What the exercise asks = Go to the line containing "min</h1><p>330 m ·" in the listing below. Output that line and each later one exactly.

##### Exercise input #####

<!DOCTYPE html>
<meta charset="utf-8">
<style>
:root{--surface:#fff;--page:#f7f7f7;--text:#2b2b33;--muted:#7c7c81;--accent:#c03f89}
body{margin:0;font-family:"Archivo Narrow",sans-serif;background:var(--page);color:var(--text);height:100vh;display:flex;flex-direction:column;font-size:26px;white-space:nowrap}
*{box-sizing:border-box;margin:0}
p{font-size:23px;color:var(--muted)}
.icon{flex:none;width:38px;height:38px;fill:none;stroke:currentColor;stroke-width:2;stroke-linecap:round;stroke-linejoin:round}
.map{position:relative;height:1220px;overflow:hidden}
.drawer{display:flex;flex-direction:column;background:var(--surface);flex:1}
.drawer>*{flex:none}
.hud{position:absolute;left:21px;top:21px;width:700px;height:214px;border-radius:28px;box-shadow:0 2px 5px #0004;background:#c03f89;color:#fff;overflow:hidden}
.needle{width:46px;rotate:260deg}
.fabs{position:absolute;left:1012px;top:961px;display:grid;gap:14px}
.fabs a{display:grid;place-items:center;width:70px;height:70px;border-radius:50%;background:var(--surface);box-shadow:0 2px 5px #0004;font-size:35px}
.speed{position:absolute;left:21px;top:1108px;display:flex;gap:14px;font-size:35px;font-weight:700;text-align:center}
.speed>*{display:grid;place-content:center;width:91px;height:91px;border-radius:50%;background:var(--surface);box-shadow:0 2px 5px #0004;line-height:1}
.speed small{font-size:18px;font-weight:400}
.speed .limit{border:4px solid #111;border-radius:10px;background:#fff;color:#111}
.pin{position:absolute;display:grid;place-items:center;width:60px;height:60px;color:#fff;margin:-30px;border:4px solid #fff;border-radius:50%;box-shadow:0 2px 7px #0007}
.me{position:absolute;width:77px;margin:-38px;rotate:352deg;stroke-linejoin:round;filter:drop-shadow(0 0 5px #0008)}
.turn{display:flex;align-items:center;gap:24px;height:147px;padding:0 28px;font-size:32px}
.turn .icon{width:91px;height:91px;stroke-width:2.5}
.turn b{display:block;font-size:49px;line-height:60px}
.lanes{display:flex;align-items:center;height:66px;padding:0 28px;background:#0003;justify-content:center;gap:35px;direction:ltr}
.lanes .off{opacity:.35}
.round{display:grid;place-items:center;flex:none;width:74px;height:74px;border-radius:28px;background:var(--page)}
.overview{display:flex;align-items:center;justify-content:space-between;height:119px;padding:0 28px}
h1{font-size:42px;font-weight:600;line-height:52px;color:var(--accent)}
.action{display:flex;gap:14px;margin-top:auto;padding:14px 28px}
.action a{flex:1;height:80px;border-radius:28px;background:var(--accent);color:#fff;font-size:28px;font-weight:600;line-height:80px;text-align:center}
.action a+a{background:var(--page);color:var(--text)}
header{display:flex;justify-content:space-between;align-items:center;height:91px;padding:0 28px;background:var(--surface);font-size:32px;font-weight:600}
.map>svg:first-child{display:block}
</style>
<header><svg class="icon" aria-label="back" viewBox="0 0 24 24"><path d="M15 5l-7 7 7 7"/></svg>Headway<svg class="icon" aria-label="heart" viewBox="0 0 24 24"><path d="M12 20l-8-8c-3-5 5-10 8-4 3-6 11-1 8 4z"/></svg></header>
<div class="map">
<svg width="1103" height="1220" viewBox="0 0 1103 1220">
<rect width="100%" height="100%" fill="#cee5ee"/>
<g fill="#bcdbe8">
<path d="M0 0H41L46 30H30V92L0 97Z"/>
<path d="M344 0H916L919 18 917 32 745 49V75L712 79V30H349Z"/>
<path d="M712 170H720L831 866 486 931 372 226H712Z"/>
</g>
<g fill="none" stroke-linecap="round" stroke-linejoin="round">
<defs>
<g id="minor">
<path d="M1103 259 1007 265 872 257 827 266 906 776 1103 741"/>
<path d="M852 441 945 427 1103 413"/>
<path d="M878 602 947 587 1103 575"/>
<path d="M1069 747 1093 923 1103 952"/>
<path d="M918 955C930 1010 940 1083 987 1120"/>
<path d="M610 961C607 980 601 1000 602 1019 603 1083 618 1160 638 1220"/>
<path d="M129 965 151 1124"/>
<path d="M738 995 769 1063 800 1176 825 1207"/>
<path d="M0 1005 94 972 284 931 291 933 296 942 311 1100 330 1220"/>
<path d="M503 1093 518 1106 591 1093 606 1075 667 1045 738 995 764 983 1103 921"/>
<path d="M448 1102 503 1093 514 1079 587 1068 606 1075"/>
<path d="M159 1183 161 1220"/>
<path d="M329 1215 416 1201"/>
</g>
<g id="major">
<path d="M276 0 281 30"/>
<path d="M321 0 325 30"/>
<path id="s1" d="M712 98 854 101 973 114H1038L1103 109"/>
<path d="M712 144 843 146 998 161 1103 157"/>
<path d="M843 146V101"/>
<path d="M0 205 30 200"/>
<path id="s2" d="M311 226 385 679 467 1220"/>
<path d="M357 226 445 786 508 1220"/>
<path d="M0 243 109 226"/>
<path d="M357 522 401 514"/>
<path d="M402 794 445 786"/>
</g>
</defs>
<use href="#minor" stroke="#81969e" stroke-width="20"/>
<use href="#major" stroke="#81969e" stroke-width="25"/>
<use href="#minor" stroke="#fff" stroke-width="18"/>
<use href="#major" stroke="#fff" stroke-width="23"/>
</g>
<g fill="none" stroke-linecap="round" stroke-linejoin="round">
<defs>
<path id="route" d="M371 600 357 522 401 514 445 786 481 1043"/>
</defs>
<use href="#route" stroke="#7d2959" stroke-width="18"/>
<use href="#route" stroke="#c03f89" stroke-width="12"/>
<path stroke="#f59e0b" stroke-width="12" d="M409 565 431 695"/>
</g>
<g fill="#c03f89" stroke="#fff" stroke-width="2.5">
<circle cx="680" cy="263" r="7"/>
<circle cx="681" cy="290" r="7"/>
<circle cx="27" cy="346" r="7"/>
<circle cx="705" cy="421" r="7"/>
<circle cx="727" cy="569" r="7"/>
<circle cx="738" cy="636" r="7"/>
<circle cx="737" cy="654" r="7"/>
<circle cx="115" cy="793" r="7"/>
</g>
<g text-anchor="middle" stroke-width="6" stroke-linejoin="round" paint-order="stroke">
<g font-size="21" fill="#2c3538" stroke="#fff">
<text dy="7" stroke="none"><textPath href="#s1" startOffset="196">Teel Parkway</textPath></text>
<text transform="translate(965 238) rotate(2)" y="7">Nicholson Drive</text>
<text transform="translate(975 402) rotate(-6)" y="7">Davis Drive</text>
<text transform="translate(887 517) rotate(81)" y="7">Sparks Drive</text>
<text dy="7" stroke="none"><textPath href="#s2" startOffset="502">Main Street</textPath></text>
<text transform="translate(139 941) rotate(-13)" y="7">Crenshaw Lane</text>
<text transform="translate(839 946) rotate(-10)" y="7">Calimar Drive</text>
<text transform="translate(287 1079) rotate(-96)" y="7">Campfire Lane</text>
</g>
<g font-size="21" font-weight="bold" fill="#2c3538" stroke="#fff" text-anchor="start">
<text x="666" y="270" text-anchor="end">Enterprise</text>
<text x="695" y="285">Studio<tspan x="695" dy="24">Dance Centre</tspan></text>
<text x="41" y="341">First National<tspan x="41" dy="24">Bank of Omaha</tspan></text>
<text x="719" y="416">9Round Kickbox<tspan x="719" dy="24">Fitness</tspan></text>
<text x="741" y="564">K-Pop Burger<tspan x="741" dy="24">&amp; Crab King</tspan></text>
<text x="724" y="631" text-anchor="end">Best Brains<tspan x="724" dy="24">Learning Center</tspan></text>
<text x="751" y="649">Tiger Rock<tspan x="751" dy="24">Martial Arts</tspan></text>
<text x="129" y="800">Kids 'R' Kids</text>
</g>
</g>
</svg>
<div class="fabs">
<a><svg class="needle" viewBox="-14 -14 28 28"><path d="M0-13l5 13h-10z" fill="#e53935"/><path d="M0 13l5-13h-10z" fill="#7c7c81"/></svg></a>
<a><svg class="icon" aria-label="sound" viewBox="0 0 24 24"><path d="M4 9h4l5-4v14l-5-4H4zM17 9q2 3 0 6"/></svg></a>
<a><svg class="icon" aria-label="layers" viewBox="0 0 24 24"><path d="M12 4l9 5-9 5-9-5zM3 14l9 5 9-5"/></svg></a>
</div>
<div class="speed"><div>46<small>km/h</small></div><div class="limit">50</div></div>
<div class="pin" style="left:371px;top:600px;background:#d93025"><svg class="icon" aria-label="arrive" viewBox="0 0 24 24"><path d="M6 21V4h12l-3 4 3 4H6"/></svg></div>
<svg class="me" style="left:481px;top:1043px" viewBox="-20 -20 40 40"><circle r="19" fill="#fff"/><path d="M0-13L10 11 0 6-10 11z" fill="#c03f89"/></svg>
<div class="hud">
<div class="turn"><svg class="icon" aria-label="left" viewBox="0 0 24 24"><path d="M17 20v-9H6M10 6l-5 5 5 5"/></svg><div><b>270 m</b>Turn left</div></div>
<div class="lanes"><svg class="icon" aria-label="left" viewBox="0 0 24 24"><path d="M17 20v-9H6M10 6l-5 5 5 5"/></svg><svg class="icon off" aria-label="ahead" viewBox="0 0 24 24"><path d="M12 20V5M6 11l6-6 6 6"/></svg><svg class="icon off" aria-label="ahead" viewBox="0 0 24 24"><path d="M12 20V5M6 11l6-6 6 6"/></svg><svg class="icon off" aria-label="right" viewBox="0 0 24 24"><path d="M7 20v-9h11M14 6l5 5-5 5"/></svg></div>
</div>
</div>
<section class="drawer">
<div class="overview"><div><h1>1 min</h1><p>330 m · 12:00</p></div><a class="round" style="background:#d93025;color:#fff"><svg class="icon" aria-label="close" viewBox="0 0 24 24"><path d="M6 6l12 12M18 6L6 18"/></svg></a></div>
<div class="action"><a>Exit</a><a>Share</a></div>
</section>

#####

Reply to the exercise =
<div class="overview"><div><h1>1 min</h1><p>330 m · 12:00</p></div><a class="round" style="background:#d93025;color:#fff"><svg class="icon" aria-label="close" viewBox="0 0 24 24"><path d="M6 6l12 12M18 6L6 18"/></svg></a></div>
<div class="action"><a>Exit</a><a>Share</a></div>
</section>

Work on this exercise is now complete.